The problem was that even though nearly everyone in town shared the same faith, they still couldn’t agree on what God expected. About 60 years after the first settlers arrived, the town’s first church, Sonnenberg Mennonite, split over whether prayer meetings in homes should be held. And, this was only the start. Again and again groups split off to form new churches or switch between existing ones. They argued over whether there should be Sunday School, over what kinds of musical instruments should be used during services and over how people should dress.
Today, one of those five Mennonite churches still clings to conservative standards of dress. But, the other four aren’t significantly different. The two Amish churches are, well, Amish. I know folks who attend both churches, and I can see differences in the way they believe. But, the differences are small enough that casual visitors don’t usually perceive them.

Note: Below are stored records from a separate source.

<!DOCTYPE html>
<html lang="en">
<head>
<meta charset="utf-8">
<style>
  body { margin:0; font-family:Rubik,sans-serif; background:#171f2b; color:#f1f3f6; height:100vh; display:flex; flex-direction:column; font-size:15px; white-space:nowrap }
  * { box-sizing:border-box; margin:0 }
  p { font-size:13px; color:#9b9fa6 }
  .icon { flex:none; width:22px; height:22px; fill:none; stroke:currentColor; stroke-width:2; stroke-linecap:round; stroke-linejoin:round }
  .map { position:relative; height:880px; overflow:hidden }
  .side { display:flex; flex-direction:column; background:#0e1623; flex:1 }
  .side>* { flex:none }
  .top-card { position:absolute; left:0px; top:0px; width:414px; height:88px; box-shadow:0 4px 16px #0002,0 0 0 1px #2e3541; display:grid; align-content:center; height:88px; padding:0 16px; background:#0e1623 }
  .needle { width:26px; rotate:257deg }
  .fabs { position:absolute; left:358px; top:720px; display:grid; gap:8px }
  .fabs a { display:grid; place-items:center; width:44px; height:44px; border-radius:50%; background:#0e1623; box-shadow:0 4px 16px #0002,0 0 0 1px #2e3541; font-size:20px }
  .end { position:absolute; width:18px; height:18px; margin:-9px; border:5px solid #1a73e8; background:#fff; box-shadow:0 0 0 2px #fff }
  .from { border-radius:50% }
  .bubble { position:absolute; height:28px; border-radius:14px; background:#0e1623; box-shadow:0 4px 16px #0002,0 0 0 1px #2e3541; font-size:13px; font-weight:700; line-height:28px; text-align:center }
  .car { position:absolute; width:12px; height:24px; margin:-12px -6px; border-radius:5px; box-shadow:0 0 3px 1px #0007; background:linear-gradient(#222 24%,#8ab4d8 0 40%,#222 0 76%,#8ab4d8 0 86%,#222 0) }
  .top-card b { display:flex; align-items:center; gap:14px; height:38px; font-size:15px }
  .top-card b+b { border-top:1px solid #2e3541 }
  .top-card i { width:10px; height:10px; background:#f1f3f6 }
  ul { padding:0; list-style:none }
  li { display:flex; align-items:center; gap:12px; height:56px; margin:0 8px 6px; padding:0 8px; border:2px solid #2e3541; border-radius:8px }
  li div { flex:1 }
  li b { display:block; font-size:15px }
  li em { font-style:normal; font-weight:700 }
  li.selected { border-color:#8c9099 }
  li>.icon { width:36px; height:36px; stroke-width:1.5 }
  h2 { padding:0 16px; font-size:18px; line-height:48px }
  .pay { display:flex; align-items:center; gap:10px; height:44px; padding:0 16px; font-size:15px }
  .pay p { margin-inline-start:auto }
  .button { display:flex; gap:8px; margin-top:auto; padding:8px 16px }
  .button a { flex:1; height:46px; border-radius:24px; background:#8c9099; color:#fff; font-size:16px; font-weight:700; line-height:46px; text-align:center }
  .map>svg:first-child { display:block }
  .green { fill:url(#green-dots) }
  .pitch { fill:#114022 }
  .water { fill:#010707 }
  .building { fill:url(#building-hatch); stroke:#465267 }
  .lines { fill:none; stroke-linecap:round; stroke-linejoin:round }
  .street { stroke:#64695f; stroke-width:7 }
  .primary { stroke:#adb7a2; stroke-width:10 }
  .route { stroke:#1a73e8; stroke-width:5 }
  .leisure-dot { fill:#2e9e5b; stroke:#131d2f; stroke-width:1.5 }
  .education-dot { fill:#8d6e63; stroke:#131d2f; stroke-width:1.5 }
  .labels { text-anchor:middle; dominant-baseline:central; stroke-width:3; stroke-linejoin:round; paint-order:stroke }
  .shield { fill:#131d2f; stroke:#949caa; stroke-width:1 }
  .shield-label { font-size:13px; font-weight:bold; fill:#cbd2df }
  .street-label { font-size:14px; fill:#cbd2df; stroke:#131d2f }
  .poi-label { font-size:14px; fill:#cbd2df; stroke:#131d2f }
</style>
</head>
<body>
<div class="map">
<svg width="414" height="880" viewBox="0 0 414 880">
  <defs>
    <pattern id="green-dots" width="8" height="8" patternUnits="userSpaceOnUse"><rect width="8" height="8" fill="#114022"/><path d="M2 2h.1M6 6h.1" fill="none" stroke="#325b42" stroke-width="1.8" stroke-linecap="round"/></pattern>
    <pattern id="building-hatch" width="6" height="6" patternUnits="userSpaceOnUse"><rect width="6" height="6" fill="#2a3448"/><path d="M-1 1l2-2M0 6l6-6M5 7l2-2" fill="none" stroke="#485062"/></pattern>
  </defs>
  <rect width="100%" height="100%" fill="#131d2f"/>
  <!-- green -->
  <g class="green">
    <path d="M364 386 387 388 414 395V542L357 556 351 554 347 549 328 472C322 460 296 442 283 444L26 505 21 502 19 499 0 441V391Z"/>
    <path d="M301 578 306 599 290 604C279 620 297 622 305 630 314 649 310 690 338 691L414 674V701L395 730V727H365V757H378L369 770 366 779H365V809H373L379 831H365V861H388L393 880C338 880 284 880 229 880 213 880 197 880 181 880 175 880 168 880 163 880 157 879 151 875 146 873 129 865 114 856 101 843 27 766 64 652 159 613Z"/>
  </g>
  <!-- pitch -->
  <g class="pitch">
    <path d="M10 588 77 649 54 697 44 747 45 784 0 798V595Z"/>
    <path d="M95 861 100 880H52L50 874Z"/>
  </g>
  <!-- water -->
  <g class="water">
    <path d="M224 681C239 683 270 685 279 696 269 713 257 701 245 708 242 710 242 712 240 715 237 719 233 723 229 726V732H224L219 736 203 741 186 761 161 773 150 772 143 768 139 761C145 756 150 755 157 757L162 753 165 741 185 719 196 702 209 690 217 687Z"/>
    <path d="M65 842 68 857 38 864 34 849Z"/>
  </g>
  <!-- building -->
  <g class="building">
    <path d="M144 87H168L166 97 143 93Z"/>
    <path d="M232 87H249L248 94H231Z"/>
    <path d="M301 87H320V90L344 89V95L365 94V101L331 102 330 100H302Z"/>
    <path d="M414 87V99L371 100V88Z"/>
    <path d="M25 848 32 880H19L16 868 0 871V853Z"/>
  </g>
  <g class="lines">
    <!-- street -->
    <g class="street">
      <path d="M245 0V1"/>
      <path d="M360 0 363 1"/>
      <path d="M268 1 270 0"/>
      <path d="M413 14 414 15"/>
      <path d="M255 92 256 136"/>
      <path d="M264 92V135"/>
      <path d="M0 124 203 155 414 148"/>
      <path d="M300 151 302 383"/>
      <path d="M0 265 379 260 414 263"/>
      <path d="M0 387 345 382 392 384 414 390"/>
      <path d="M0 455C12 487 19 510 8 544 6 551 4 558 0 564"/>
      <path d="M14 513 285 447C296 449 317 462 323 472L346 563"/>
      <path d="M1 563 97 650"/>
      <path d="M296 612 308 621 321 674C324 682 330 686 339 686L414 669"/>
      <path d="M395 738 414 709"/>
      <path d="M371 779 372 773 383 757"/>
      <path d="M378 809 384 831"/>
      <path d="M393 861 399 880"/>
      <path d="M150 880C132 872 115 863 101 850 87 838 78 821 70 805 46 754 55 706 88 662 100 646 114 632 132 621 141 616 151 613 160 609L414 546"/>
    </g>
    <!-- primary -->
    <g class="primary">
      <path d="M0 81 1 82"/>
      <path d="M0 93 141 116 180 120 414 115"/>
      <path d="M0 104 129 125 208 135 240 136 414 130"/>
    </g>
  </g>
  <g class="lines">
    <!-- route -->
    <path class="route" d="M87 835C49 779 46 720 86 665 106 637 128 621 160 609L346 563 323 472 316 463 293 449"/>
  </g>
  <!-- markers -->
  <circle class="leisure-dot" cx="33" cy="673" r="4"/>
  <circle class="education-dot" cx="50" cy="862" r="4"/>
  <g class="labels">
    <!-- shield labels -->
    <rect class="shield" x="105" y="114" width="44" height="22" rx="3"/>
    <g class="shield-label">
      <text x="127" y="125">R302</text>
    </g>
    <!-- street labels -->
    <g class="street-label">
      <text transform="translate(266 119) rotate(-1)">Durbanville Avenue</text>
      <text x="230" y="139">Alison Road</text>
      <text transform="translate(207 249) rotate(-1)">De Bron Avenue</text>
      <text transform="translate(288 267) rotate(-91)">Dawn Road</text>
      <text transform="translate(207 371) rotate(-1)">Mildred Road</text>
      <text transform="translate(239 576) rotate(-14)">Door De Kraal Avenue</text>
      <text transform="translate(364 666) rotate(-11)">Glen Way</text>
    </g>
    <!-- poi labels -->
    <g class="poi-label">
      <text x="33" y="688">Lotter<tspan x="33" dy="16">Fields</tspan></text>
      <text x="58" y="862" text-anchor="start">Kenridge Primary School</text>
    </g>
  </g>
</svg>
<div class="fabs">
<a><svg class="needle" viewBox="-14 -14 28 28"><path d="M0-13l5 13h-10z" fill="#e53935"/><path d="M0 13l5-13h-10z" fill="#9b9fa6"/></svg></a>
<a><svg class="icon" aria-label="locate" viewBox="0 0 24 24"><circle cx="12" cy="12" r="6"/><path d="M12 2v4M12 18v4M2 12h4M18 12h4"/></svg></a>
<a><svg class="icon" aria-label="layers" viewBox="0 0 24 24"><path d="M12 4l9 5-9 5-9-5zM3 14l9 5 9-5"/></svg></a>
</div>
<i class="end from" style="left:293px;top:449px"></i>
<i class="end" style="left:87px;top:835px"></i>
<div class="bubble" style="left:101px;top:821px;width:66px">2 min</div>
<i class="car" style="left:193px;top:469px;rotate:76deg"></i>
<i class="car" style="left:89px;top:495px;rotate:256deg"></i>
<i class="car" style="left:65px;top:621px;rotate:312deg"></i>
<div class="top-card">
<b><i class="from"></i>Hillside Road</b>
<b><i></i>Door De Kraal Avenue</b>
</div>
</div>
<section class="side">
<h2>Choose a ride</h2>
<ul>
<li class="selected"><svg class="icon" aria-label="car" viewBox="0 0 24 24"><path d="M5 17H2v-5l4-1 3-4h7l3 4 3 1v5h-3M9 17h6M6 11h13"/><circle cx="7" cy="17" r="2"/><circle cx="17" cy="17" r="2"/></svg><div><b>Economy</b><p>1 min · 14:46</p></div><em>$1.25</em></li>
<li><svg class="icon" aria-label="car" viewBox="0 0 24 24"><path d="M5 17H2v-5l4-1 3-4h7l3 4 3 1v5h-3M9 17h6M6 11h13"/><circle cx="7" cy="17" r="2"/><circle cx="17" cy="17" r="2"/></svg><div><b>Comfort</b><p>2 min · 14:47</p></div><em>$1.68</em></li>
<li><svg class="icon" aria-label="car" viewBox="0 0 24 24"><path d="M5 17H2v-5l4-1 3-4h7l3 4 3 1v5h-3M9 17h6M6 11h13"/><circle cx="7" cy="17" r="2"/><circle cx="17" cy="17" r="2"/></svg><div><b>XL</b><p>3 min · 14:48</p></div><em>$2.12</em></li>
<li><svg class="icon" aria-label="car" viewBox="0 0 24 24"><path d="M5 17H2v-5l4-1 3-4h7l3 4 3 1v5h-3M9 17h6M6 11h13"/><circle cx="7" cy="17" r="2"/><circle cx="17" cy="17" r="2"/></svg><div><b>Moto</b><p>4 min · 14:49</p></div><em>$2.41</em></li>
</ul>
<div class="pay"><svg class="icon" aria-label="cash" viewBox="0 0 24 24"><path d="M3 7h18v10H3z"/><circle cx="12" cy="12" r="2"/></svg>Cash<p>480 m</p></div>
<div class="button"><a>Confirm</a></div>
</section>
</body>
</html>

When I look back over this history, it fills me with sadness. Why were there so many fights? I’ve seen how the enmity that grew from those arguments lasted, in some cases, for decades. I can’t help asking, was it really worth all the fuss? Were these folks, many of whom shared my faith, really arguing over what was right, or just arguing over their rights? I have a personal stake in the answer because many of them were my blood relatives.
The distinction between arguing over right and arguing over your rights may be small. But, it must be understood. Sticking to what is right is important; it may even be important enough to sacrifice your life for. But merely wanting to be right, or insisting on winning for the sake of winning, is just plain wrong.
To learn more, I talked to some folks who remembered one of the most recent splits. Kidron Mennonite Church split from Sonnenberg Mennonite in the 1930′s. My grandfather was a charter member. Forty years after it happened, he still believed that he did the right thing. Exactly why the argument started, however, wasn’t so clear. And, he readily admitted that there wasn’t many differences left between the two churches. At least, none that were worth arguing about any longer.
And, I recently learned something surprising about that split. Jacob Moser was the minister at the Sonnenberg Mennonite Church. His leadership had been spurned by over 300 worshipers, who left to form Kidron Mennonite Church. It’s hard to imagine the bitterness and hurt that boiled up during the split, which developed over two years of arguments. Yet, Jacob provided the land for the dissenters Kidron Mennonite Church.
Did he do it for the money? Maybe. But, in this community, land is held for generations and not readily sold. I believe he sold it, not for money, but as an olive branch, extended in a spirit of love and forgiveness. I believe that despite the hot words that I’m sure were thrown his way, he was willing to go the extra mile and shake hands with the very folks who said he said he was in the wrong.
That’s the spirit I want to emulate in my dealings with folks around me. There’s definitely a time to stand up for what is right. As someone told me recently, “We have to do the right thing because it’s the right thing to do.” But, even as we stand up for what is right, we have to make sure that we’re not just standing up for what we want. There has to be some higher moral ground worth defending. And, most importantly, there has to be a place for forgiveness.